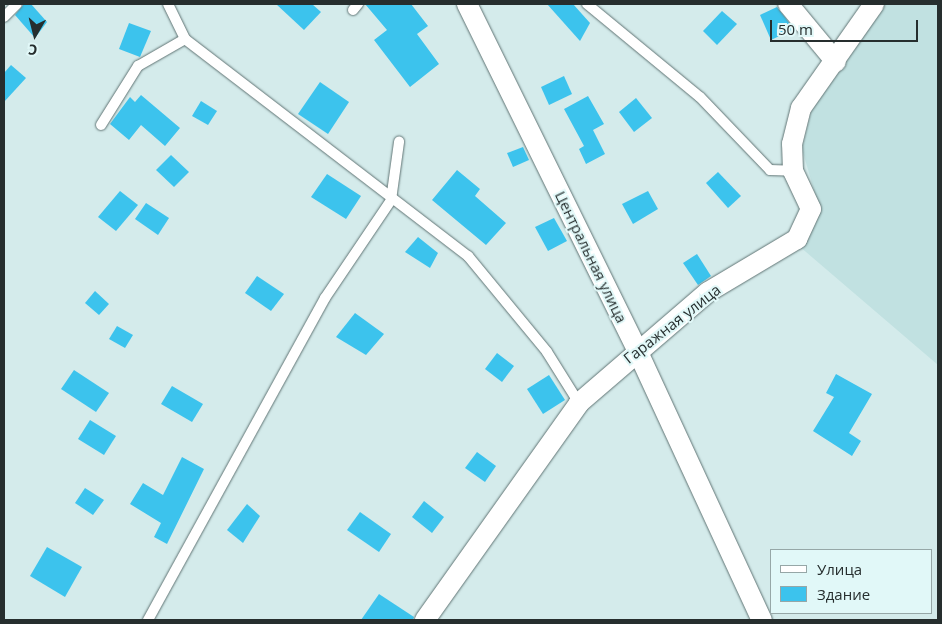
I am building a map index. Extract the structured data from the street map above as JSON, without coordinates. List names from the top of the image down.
{
  "streets": {
    "street": ["Центральная улица", "Гаражная улица"]
  },
  "crossings": [
    ["Центральная улица", "Гаражная улица"]
  ],
  "legend": ["Улица", "Здание"],
  "scale_bar": "50 m",
  "north": "bottom"
}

_ABOUT THIS EXERCISE:_ Once the pictures are removed, copy the listing exactly.

_TASK ANSWER:_
I am building a map index. Extract the structured data from the street map above as JSON, without coordinates. List names from the top of the image down.
{
  "streets": {
    "street": ["Центральная улица", "Гаражная улица"]
  },
  "crossings": [
    ["Центральная улица", "Гаражная улица"]
  ],
  "legend": ["Улица", "Здание"],
  "scale_bar": "50 m",
  "north": "bottom"
}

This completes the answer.